Real existierende und diskutierte Obergrenzen für Barzahlung liegen nicht in der für Hauskäufe relevanten Größenordnung, sondern bei 500 bis wenige 1000 Euro. Wenn man schon ein gebrauchtes Auto oder ein teures Fahrrad nicht mehr bar bezahlen darf, sind das wesentliche Einschränkungen. Von verschiedenen Seiten der Bargeldabschaffer bis hin zum Internationalen Währungsfonds, ist öffentlich vorgeschlagen worden, solche Begrenzungen auf hohem, scheinbar unproblematischem Niveau einzuführen und dann, nach Gewöhnung an den Tabubruch, abzusenken. Meldepflichten für den Verkauf von Häusern, teuren Autos oder teuren Juwelen bei Barzahlung erfüllen ebensogut den erklärten und legitimen Zweck, aber sie erfüllen nicht den Nebenzweck, Bargeld langsam aus der Wirtschaft hinauszuquetschen.

„Nur glaube ich, dass uns sonst eine faktische (nicht rechtliche) Verdrängung des Bargeldes durch Technologie und Marktmacht (Smartphones, Apple Pay, Facebook etc.) droht und wir ganz ohne Regulierungsmöglichkeiten dastehen.

Ich sehe nicht, wie die Existenz eines digitalen Zentralbankgeldes, selbst wenn sie nicht zur Beseitigung des Bargelds genutzt werden sollte, bei der Regulierung von Apple Pay, PayPal und Co. hilft. Diese Regulierung ist jetzt schon möglich, findet aber insbesondere in Sachen Datenschutz nicht annähernd in ausreichendem Umfang statt. Wie die Existenz von digitalem Zentralbankgeld uns helfen sollte, die Verdrängung von Bargeld durch private digitale Zahlungsverkehrslösungen zu vermeiden, erschließt sich mir auch nicht. Ich sehe da nur Tendenzen in die Gegenrichtung, weil man argumentieren kann, dass Bargeld durch digitales Zentralbankgeld einen Teil seiner Bedeutung verliert.

„Zudem droht die wirtschaftspolitische Souveränität von Entwicklungsländern weiter zu erodieren.

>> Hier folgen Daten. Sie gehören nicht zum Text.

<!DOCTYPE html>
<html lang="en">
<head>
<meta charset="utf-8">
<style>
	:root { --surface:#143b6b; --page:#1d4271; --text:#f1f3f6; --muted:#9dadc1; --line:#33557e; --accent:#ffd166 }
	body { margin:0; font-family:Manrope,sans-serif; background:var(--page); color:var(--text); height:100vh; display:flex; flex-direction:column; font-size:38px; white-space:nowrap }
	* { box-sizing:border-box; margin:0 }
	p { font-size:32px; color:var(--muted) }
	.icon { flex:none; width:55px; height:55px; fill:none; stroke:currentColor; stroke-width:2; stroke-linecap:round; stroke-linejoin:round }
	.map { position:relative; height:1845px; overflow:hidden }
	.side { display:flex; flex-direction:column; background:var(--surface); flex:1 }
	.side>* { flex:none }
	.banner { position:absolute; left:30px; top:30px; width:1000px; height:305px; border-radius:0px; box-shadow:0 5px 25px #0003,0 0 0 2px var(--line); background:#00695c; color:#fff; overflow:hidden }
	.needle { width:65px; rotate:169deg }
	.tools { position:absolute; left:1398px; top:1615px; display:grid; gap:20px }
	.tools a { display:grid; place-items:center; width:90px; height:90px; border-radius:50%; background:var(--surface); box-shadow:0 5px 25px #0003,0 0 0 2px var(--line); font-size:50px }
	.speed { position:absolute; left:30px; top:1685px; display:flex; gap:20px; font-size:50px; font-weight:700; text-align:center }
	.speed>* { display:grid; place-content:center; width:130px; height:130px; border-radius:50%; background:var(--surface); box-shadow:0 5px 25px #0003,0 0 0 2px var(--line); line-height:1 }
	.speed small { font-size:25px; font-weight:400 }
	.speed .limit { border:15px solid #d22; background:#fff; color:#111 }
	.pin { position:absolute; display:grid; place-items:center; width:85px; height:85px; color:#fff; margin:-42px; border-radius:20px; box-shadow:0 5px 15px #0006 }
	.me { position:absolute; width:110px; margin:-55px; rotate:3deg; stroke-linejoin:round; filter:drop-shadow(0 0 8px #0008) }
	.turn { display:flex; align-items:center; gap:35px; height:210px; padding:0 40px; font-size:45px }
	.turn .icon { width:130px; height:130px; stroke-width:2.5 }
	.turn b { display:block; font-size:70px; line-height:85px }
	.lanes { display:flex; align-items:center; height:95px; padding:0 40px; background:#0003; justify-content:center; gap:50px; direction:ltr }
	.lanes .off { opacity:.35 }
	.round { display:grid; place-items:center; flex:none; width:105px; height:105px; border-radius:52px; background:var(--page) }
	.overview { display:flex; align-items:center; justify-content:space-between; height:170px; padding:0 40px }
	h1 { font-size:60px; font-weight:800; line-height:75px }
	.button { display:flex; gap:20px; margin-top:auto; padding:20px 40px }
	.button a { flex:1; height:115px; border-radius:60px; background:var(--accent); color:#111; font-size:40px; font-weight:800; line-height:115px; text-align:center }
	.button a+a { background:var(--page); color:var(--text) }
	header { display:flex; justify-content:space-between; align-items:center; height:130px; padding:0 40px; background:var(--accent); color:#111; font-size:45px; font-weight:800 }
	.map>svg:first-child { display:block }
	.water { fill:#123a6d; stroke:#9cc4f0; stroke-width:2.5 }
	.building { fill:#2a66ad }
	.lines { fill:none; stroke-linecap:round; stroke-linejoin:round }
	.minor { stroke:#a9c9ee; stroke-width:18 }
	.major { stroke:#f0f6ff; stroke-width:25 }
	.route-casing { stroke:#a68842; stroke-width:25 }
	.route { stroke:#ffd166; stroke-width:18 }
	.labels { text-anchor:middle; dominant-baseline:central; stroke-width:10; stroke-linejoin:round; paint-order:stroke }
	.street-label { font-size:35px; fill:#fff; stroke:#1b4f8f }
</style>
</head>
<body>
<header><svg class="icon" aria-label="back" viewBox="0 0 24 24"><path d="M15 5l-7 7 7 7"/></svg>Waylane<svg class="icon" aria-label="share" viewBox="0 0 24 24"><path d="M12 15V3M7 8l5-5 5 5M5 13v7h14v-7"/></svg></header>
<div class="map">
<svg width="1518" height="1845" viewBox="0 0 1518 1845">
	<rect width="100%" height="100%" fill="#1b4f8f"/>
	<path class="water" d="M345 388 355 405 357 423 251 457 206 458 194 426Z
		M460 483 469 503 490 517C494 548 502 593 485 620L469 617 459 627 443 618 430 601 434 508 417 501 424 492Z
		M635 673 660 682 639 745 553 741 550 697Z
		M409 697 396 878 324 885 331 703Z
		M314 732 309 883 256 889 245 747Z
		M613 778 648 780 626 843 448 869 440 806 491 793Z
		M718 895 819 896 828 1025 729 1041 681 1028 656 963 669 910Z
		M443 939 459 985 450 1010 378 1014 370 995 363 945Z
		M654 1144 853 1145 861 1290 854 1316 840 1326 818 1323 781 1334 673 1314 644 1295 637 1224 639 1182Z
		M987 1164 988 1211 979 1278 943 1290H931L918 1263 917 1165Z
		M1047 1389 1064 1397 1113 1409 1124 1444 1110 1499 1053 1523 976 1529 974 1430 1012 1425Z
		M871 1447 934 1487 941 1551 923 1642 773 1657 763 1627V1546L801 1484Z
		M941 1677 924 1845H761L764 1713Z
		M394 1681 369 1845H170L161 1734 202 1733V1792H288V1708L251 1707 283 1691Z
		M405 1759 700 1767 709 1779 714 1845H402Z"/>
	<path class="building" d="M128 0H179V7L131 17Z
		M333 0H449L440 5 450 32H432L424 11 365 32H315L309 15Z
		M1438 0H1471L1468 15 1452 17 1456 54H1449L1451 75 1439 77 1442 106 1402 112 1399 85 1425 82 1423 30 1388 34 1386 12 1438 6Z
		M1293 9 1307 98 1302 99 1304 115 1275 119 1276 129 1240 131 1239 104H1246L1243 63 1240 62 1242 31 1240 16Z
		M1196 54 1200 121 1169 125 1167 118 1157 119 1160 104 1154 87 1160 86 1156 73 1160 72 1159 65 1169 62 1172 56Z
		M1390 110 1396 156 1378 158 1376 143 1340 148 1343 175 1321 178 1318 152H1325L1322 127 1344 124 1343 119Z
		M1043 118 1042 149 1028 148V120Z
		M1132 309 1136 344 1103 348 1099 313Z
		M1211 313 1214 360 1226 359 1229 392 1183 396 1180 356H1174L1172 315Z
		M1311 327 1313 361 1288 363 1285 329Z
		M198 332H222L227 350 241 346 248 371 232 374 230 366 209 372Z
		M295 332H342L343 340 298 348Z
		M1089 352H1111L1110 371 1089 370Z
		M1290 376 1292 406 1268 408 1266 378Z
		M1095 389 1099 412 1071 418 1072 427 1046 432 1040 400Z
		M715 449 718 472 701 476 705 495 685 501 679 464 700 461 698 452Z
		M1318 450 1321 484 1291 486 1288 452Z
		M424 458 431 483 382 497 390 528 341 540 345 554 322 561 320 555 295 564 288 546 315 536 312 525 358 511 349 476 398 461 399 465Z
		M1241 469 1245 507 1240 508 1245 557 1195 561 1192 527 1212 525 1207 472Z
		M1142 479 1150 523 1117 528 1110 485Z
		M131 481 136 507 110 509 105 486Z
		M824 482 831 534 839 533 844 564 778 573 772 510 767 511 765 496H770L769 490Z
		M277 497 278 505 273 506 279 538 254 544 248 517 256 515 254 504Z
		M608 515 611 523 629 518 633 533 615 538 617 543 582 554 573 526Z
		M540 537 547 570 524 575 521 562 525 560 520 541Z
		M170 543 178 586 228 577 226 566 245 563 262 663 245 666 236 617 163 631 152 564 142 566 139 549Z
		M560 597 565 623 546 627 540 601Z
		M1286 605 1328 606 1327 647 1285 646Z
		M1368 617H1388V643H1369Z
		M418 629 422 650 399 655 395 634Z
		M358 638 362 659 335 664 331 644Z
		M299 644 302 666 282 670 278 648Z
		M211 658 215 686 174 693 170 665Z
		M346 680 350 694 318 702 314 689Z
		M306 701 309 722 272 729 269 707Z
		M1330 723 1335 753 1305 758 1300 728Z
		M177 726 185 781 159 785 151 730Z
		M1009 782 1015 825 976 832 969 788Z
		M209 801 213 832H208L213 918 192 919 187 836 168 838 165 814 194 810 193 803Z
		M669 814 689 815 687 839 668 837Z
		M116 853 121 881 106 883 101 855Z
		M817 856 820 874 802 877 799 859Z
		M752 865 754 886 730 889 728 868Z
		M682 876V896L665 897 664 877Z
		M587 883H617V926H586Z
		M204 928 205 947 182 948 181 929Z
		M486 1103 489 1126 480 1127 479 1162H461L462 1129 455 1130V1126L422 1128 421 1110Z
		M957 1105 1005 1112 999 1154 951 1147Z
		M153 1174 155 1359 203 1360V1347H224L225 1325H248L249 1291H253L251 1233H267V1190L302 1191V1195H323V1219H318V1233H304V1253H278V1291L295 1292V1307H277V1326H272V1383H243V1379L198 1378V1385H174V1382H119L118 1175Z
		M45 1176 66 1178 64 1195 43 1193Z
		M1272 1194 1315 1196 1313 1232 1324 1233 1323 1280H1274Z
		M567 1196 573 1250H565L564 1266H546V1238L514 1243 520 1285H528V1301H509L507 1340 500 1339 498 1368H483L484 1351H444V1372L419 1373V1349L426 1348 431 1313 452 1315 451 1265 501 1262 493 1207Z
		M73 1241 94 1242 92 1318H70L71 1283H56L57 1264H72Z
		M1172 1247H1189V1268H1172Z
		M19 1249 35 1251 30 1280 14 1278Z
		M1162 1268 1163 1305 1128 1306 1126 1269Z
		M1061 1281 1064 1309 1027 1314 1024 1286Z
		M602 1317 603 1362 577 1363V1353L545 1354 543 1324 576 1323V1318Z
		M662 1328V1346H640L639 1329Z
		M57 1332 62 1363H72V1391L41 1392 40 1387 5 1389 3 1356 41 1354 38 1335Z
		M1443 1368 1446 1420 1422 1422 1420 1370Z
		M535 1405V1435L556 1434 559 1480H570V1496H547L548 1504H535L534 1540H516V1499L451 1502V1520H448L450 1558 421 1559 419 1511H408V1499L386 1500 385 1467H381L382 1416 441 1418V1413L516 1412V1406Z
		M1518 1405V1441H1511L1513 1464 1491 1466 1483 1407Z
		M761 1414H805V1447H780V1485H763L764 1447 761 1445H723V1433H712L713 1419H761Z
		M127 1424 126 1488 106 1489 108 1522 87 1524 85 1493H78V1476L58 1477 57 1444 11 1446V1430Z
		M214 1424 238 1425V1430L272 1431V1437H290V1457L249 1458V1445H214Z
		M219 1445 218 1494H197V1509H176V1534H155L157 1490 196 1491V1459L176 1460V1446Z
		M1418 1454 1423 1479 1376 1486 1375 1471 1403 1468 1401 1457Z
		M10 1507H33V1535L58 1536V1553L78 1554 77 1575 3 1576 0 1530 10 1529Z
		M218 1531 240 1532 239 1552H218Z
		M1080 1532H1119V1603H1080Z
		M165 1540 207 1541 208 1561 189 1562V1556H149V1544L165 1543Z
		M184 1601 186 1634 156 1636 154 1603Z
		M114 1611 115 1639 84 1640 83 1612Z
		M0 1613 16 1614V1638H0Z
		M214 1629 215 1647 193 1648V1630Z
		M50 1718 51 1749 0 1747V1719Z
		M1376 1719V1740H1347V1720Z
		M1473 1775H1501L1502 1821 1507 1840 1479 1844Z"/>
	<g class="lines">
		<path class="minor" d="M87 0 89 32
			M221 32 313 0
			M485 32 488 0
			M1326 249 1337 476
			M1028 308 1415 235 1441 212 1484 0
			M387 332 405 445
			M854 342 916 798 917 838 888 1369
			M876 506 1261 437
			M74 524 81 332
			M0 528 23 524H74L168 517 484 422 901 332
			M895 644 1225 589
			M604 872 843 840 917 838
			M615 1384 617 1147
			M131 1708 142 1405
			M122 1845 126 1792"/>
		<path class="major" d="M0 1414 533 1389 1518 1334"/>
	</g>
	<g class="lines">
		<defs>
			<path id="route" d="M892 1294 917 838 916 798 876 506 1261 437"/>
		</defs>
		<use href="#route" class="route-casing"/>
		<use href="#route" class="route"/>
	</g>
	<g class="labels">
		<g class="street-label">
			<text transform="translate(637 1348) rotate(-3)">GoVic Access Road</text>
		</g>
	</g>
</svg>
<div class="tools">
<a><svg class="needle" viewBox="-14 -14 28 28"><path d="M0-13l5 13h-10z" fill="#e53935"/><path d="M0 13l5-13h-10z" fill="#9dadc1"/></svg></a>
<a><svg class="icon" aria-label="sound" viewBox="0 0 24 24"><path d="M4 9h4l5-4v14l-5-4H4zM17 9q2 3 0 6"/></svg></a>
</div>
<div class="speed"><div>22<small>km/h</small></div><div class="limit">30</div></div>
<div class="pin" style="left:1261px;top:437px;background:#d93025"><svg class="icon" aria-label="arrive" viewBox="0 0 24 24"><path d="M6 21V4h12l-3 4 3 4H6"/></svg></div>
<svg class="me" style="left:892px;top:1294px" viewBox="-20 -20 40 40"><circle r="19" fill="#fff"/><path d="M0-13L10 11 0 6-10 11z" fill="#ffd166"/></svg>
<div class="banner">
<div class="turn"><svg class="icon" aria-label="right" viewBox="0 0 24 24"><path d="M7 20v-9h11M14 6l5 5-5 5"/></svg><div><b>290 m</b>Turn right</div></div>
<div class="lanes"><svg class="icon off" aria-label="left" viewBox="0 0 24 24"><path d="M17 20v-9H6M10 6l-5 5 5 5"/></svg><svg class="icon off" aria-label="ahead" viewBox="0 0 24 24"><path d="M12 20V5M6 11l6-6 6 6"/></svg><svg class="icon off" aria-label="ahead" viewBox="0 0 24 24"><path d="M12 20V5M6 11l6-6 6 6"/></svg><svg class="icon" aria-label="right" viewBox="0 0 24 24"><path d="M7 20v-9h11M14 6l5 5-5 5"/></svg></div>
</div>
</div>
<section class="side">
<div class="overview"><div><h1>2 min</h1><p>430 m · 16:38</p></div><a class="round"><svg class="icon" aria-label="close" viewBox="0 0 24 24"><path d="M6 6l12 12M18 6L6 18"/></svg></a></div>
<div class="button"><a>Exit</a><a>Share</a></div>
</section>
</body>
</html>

Ja, das droht, aber unabhängig davon, ob es einen digitalen Euro gibt. Wenn sich zum Beispiel in Afrika statt Libra oder dem digitalen Yuan eine Paypal-Lösung mit digitalen Dollar oder digitalen Euro durchsetzt, ist für die wirtschafts- und finanzpolitische Autonomie afrikanischer Ländern nichts gewonnen. Dass die EZB einen digitalen Euro UND ein zugehöriges Zahlungssystem entwickelt, das sich auch in Afrika durchsetzt, darf man wohl als gänzlich unwahrscheinlich betrachten. Und wie ich mit Zitat von der einschlägigen Arbeitsgruppe der Notenbanken dargelegt habe, ist es auch gar nicht angestrebt, den Systemen der US-Finanzdatenkraken Konkurrenz zu machen.

„Ein reiner Abwehrkampf um Bargeld ist hier meines Erachtens nicht hinreichend.

Das ist nicht das, wofür ich werbe. Ich werbe für einen Abwehrkampf um den Erhalt des Bargelds und – unter anderem anhand dieses Themas – für einem Kampf darum, die Notenbanken und insgesamt das Finanzwesen wieder demokratischer Kontrolle zu unterwerfen.